*** DATA SHOWN Section Begins ***
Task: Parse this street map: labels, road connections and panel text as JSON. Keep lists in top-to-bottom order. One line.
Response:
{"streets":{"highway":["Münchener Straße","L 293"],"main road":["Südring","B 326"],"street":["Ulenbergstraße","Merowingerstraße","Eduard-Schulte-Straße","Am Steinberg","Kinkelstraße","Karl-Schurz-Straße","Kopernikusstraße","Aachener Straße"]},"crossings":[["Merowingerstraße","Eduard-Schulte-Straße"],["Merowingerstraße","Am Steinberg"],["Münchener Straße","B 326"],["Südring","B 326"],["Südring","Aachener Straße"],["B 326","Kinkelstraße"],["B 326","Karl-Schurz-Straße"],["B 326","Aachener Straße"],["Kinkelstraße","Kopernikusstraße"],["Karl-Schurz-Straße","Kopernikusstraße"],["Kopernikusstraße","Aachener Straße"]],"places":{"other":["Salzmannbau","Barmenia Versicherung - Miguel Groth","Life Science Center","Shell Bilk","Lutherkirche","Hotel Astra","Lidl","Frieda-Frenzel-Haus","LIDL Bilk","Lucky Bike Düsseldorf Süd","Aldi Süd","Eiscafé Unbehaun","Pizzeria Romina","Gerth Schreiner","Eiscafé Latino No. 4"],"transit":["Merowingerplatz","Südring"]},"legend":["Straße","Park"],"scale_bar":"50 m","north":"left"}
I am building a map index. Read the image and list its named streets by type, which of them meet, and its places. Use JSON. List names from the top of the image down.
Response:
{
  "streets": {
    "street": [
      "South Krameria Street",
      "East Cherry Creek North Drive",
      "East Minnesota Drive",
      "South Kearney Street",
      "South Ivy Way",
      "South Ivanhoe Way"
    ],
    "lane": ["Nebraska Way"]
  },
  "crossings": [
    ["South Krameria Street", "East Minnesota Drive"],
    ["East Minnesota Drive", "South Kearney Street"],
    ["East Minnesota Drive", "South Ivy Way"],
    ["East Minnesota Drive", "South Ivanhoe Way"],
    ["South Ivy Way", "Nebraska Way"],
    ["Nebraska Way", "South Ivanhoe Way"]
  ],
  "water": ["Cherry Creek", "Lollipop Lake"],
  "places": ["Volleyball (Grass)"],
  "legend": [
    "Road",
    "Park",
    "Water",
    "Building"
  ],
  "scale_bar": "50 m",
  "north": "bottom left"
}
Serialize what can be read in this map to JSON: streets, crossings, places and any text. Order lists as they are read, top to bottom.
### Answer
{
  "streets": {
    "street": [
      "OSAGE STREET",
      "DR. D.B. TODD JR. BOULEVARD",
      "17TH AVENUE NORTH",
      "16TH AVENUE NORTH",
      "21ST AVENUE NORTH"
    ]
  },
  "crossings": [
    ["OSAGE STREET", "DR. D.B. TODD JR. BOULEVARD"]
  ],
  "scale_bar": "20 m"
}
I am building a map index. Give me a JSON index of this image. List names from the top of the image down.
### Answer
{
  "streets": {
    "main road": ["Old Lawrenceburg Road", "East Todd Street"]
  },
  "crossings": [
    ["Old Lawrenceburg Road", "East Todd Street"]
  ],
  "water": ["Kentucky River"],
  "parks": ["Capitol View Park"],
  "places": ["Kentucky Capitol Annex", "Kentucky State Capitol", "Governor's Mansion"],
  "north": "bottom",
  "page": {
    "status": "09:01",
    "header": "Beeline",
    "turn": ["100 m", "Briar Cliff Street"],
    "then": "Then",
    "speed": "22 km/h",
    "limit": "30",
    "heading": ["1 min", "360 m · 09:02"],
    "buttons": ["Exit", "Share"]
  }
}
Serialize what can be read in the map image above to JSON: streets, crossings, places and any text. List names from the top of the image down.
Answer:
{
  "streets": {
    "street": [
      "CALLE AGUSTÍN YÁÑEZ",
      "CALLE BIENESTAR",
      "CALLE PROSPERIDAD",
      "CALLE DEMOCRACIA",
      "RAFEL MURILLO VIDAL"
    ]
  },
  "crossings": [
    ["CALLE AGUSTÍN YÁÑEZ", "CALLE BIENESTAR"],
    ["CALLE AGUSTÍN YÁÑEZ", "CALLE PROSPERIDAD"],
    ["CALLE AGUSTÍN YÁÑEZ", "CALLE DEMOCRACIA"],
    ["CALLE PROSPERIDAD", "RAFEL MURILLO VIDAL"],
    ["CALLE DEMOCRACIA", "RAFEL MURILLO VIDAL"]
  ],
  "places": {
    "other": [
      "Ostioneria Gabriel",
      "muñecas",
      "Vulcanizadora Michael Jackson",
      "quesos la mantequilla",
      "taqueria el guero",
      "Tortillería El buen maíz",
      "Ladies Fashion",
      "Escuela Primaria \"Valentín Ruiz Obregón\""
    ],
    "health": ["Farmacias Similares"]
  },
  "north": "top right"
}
*** DATA SHOWN Section Ends ***
■ **TRY IT**
Which lines above contain the word "Serialize"? Copy all of them.

■ **RESPONSE BOX**
Serialize what can be read in this map to JSON: streets, crossings, places and any text. Order lists as they are read, top to bottom.
Serialize what can be read in the map image above to JSON: streets, crossings, places and any text. List names from the top of the image down.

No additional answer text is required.